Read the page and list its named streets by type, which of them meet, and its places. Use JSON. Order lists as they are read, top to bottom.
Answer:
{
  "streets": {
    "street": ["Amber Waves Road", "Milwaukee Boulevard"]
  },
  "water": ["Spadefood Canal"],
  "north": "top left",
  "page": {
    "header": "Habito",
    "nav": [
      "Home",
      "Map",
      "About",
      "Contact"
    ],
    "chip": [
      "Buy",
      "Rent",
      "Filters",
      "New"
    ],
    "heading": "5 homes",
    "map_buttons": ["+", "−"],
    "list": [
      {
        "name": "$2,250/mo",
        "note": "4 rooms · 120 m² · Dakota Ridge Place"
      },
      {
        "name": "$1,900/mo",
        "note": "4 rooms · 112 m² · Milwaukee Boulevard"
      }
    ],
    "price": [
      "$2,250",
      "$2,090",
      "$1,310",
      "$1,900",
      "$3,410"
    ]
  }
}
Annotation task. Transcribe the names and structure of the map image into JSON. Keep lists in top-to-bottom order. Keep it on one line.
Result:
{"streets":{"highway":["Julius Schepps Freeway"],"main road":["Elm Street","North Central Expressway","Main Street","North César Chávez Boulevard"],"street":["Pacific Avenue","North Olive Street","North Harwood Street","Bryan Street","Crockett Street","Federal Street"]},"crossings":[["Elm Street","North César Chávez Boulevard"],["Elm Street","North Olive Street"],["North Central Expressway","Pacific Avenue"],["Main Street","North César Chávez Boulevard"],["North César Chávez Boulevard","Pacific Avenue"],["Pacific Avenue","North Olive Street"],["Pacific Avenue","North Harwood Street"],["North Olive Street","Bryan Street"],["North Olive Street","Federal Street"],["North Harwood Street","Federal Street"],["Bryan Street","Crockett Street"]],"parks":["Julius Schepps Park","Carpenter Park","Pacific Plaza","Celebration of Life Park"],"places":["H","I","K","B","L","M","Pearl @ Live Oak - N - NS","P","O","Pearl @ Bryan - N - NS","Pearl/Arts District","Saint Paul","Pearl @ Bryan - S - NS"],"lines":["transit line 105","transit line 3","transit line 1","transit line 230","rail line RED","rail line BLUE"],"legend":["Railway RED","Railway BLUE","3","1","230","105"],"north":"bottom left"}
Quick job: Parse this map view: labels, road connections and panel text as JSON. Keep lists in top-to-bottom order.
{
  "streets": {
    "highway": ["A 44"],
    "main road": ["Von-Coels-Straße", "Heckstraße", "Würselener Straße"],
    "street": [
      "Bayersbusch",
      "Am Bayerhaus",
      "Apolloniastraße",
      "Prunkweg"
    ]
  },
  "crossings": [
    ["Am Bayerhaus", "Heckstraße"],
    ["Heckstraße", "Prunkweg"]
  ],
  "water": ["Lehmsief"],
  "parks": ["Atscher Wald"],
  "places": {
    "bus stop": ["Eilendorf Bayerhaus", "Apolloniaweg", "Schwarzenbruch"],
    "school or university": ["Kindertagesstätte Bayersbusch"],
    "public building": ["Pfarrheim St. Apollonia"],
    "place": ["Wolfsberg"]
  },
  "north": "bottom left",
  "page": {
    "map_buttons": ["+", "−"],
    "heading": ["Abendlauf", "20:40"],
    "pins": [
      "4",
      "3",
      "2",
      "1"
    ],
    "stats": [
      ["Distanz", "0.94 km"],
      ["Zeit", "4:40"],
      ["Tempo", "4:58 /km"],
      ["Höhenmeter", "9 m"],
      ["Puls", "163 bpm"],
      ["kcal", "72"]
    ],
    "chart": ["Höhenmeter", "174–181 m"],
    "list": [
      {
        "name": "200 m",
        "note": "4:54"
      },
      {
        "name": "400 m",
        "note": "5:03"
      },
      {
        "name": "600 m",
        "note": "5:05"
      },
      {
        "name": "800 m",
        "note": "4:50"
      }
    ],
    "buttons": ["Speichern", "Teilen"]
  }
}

________________________________________

Directions — All records should be returned verbatim, none left out.

Exercise solution —
Read the page and list its named streets by type, which of them meet, and its places. Use JSON. Order lists as they are read, top to bottom.
Answer:
{
  "streets": {
    "street": ["Amber Waves Road", "Milwaukee Boulevard"]
  },
  "water": ["Spadefood Canal"],
  "north": "top left",
  "page": {
    "header": "Habito",
    "nav": [
      "Home",
      "Map",
      "About",
      "Contact"
    ],
    "chip": [
      "Buy",
      "Rent",
      "Filters",
      "New"
    ],
    "heading": "5 homes",
    "map_buttons": ["+", "−"],
    "list": [
      {
        "name": "$2,250/mo",
        "note": "4 rooms · 120 m² · Dakota Ridge Place"
      },
      {
        "name": "$1,900/mo",
        "note": "4 rooms · 112 m² · Milwaukee Boulevard"
      }
    ],
    "price": [
      "$2,250",
      "$2,090",
      "$1,310",
      "$1,900",
      "$3,410"
    ]
  }
}
Annotation task. Transcribe the names and structure of the map image into JSON. Keep lists in top-to-bottom order. Keep it on one line.
Result:
{"streets":{"highway":["Julius Schepps Freeway"],"main road":["Elm Street","North Central Expressway","Main Street","North César Chávez Boulevard"],"street":["Pacific Avenue","North Olive Street","North Harwood Street","Bryan Street","Crockett Street","Federal Street"]},"crossings":[["Elm Street","North César Chávez Boulevard"],["Elm Street","North Olive Street"],["North Central Expressway","Pacific Avenue"],["Main Street","North César Chávez Boulevard"],["North César Chávez Boulevard","Pacific Avenue"],["Pacific Avenue","North Olive Street"],["Pacific Avenue","North Harwood Street"],["North Olive Street","Bryan Street"],["North Olive Street","Federal Street"],["North Harwood Street","Federal Street"],["Bryan Street","Crockett Street"]],"parks":["Julius Schepps Park","Carpenter Park","Pacific Plaza","Celebration of Life Park"],"places":["H","I","K","B","L","M","Pearl @ Live Oak - N - NS","P","O","Pearl @ Bryan - N - NS","Pearl/Arts District","Saint Paul","Pearl @ Bryan - S - NS"],"lines":["transit line 105","transit line 3","transit line 1","transit line 230","rail line RED","rail line BLUE"],"legend":["Railway RED","Railway BLUE","3","1","230","105"],"north":"bottom left"}
Quick job: Parse this map view: labels, road connections and panel text as JSON. Keep lists in top-to-bottom order.
{
  "streets": {
    "highway": ["A 44"],
    "main road": ["Von-Coels-Straße", "Heckstraße", "Würselener Straße"],
    "street": [
      "Bayersbusch",
      "Am Bayerhaus",
      "Apolloniastraße",
      "Prunkweg"
    ]
  },
  "crossings": [
    ["Am Bayerhaus", "Heckstraße"],
    ["Heckstraße", "Prunkweg"]
  ],
  "water": ["Lehmsief"],
  "parks": ["Atscher Wald"],
  "places": {
    "bus stop": ["Eilendorf Bayerhaus", "Apolloniaweg", "Schwarzenbruch"],
    "school or university": ["Kindertagesstätte Bayersbusch"],
    "public building": ["Pfarrheim St. Apollonia"],
    "place": ["Wolfsberg"]
  },
  "north": "bottom left",
  "page": {
    "map_buttons": ["+", "−"],
    "heading": ["Abendlauf", "20:40"],
    "pins": [
      "4",
      "3",
      "2",
      "1"
    ],
    "stats": [
      ["Distanz", "0.94 km"],
      ["Zeit", "4:40"],
      ["Tempo", "4:58 /km"],
      ["Höhenmeter", "9 m"],
      ["Puls", "163 bpm"],
      ["kcal", "72"]
    ],
    "chart": ["Höhenmeter", "174–181 m"],
    "list": [
      {
        "name": "200 m",
        "note": "4:54"
      },
      {
        "name": "400 m",
        "note": "5:03"
      },
      {
        "name": "600 m",
        "note": "5:05"
      },
      {
        "name": "800 m",
        "note": "4:50"
      }
    ],
    "buttons": ["Speichern", "Teilen"]
  }
}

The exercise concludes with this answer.